Masdar Institute scientists and researchers have developed a system to track the region's dust with forecasts that will become more accurate over time.
ABU DHABI // Anyone who keeps an eye on UAE weather forecasts will have heard or read warnings of dusty conditions.
It is no wonder that meteorologists include this information in their forecasts, because dust has widespread effects.
Aside from disruption to transport through flight delays and road accidents, solar panels can become less efficient because sunlight is blocked, people can suffer respiratory illnesses and agriculture is affected.
The ability to predict dust levels can be useful, giving time for the transport and energy sectors to plan, and allowing vulnerable people such as asthmatics room to take precautions.
At the Masdar Institute of Science and Technology in Abu Dhabi, scientists have developed such a system.
Available online, the system provides real-time forecasts into the following day on aerosol optical depth (AOD).

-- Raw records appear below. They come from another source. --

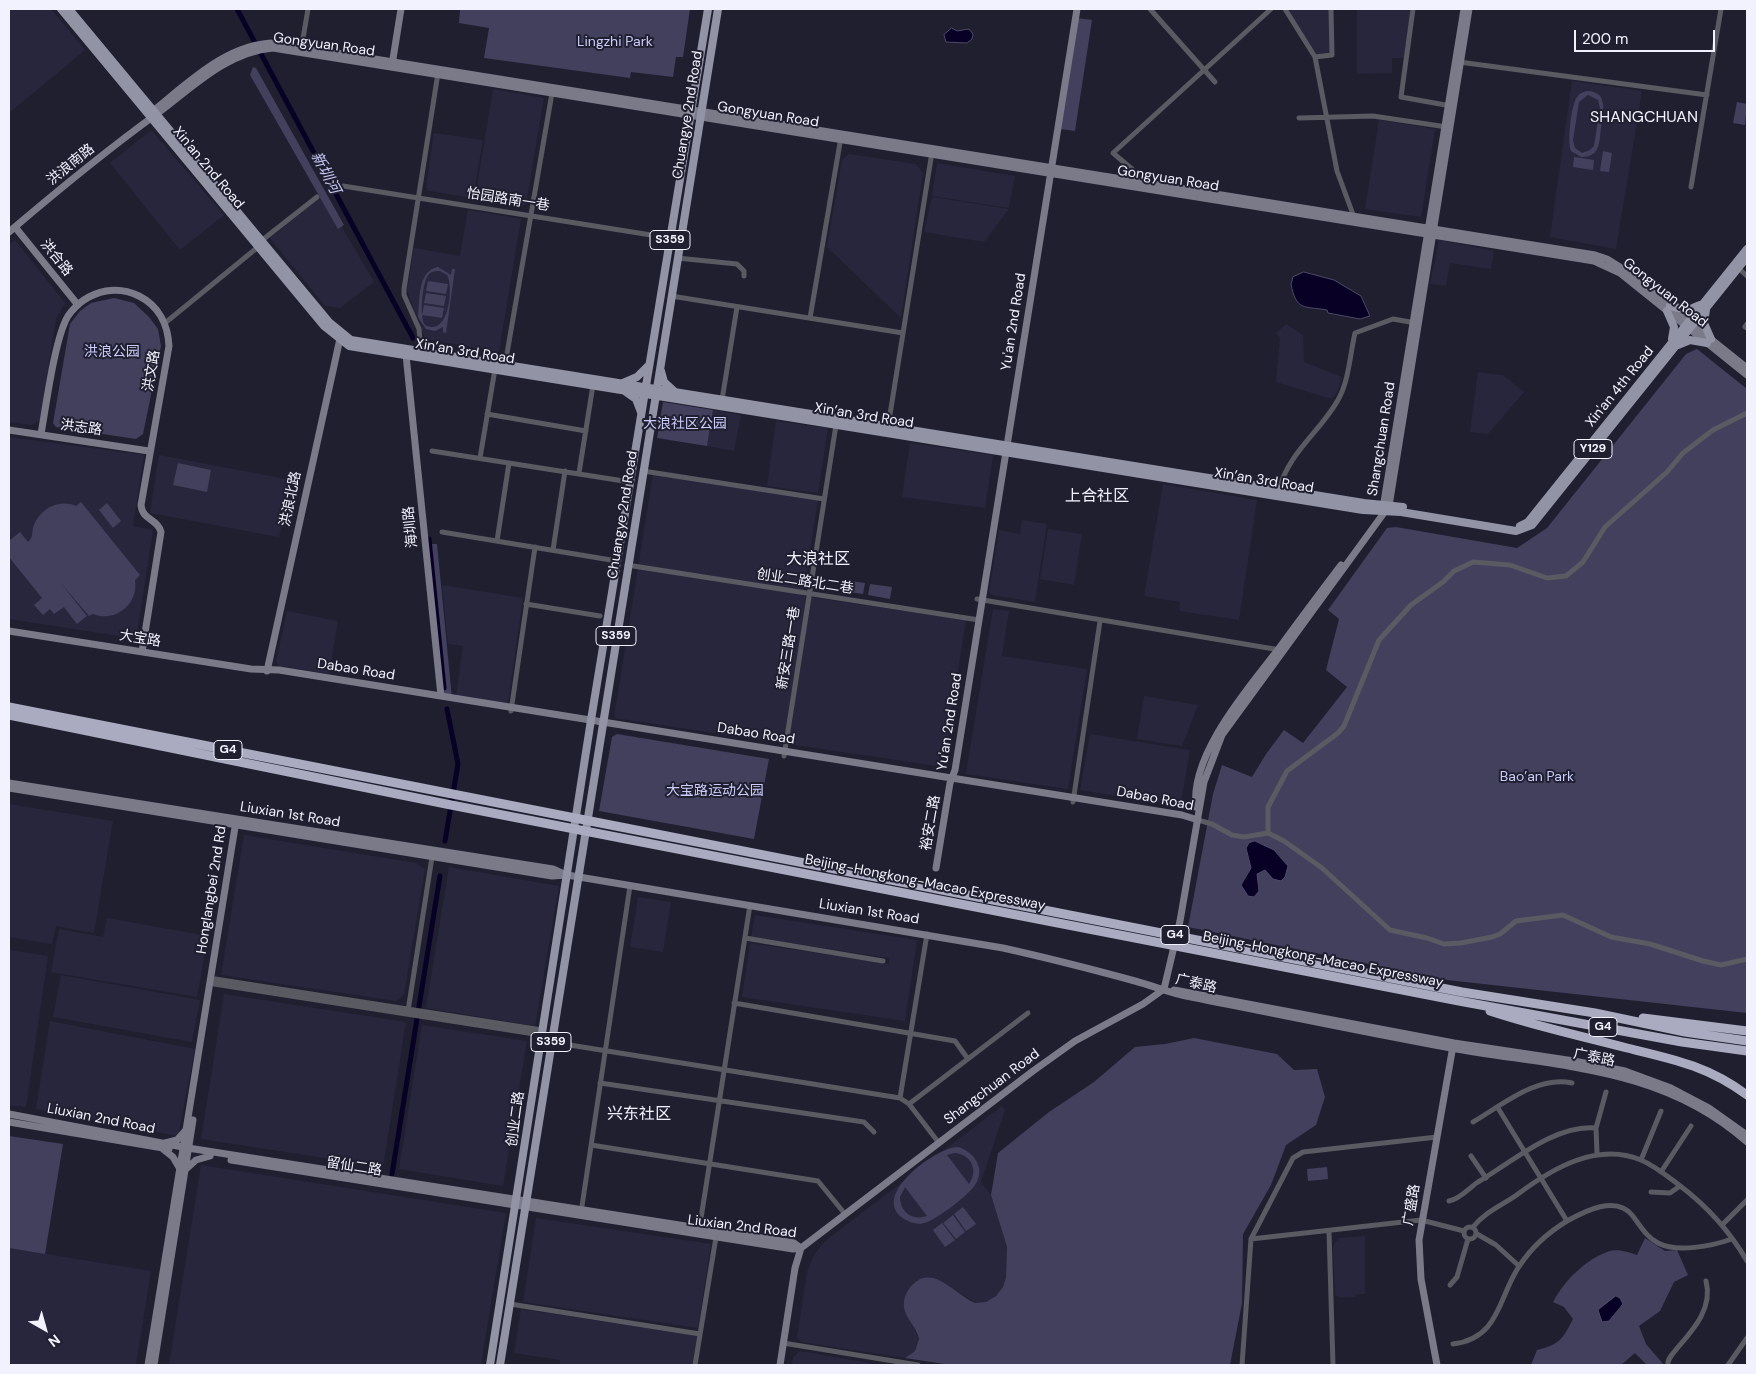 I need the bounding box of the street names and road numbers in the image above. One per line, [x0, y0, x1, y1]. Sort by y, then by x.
street label: Gongyuan Road [272, 30, 376, 60]
street label: Chuangye 2nd Road [670, 50, 706, 180]
street label: Gongyuan Road [716, 99, 820, 131]
street label: Xin'an 2nd Road [169, 124, 247, 212]
street label: 洪浪南路 [44, 141, 98, 189]
street label: Gongyuan Road [1116, 163, 1220, 195]
street label: 怡园路南一巷 [465, 185, 551, 215]
road number: S359 [650, 230, 690, 250]
street label: 洪合路 [36, 236, 76, 280]
street label: Gongyuan Road [1619, 255, 1711, 331]
street label: Yu'an 2nd Road [998, 272, 1030, 372]
street label: Xin’an 3rd Road [414, 336, 516, 368]
street label: Xin'an 4th Road [1582, 343, 1658, 431]
street label: 洪文路 [140, 349, 164, 393]
street label: Shangchuan Road [1365, 381, 1399, 497]
street label: Xin’an 3rd Road [813, 400, 915, 432]
street label: 洪志路 [59, 417, 103, 439]
road number: Y129 [1574, 439, 1612, 458]
street label: Chuangye 2nd Road [605, 450, 641, 580]
street label: Xin’an 3rd Road [1213, 465, 1315, 497]
street label: 洪浪北路 [277, 470, 305, 528]
street label: 海圳路 [400, 505, 422, 549]
street label: 创业二路北二巷 [755, 566, 855, 598]
street label: 新安三路一巷 [774, 605, 804, 691]
road number: S359 [596, 626, 636, 646]
street label: 大宝路 [118, 627, 162, 651]
street label: Dabao Road [316, 656, 396, 684]
street label: Yu'an 2nd Road [934, 672, 966, 772]
street label: Dabao Road [716, 720, 796, 748]
road number: G4 [214, 740, 242, 760]
street label: Dabao Road [1115, 783, 1195, 815]
street label: 裕安二路 [918, 794, 944, 852]
street label: Liuxian 1st Road [239, 799, 341, 831]
street label: Honglangbei 2nd Rd [194, 825, 230, 955]
street label: Beijing-Hongkong-Macao Expressway [803, 851, 1047, 915]
street label: Liuxian 1st Road [818, 896, 920, 928]
road number: G4 [1161, 926, 1189, 944]
street label: Beijing-Hongkong-Macao Expressway [1201, 928, 1445, 992]
street label: 广泰路 [1174, 971, 1218, 997]
road number: G4 [1589, 1018, 1617, 1036]
road number: S359 [531, 1032, 571, 1052]
street label: Shangchuan Road [941, 1046, 1043, 1128]
street label: 广泰路 [1572, 1046, 1616, 1070]
street label: 创业二路 [504, 1090, 528, 1148]
street label: Liuxian 2nd Road [46, 1100, 156, 1138]
street label: 留仙二路 [325, 1154, 383, 1180]
street label: 广盛路 [1400, 1183, 1424, 1227]
street label: Liuxian 2nd Road [687, 1212, 797, 1242] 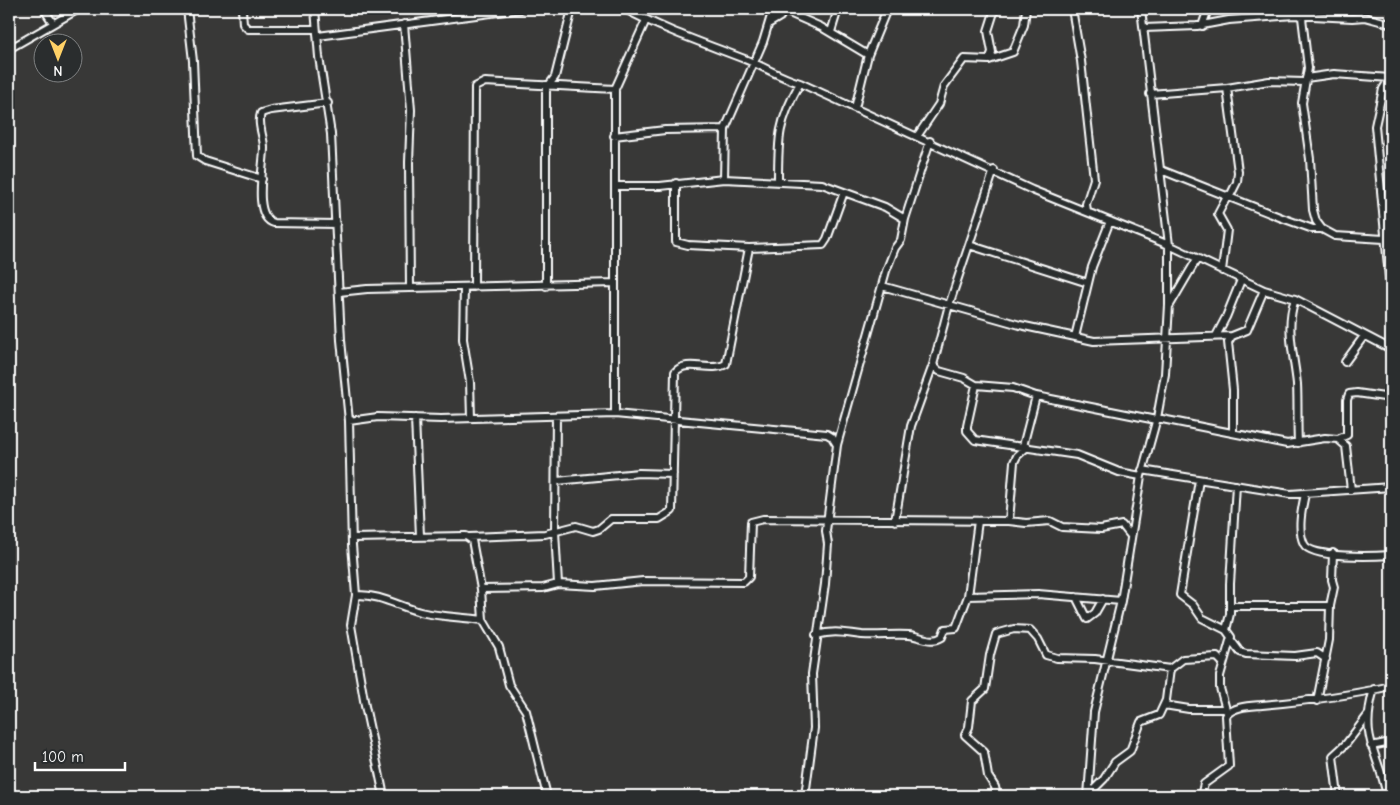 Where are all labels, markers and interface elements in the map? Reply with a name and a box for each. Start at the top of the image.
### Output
north arrow [32,32,82,82]
text: N [53,62,63,79]
scale bar [35,740,125,772]
text: 100 m [42,748,84,766]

This measures the extent to which airborne particles prevent sunlight from reaching the ground.
It is measured from zero upwards, with clearer air having a lower figure. A figure of 0.01 represents extremely clean air, while 0.4 represents quite hazy conditions when measured on a worldwide average.
To most of us aerosol means a spray can, but to scientists it represents extremely small particles suspended in the air.
They can include volcanic ash, sea salt, particles from factory pollution and – of particular relevance to the Arabian Gulf region – windblown dust.
Much of the dust blown over this country does not come from the UAE. It is mainly from the Empty Quarter, Iran and North Africa.
Taking that into account, the system, which can be viewed at atlas.masdar.ac.ae/forecast, covers most of the Arabian Peninsula and parts of Iran and north-west Africa.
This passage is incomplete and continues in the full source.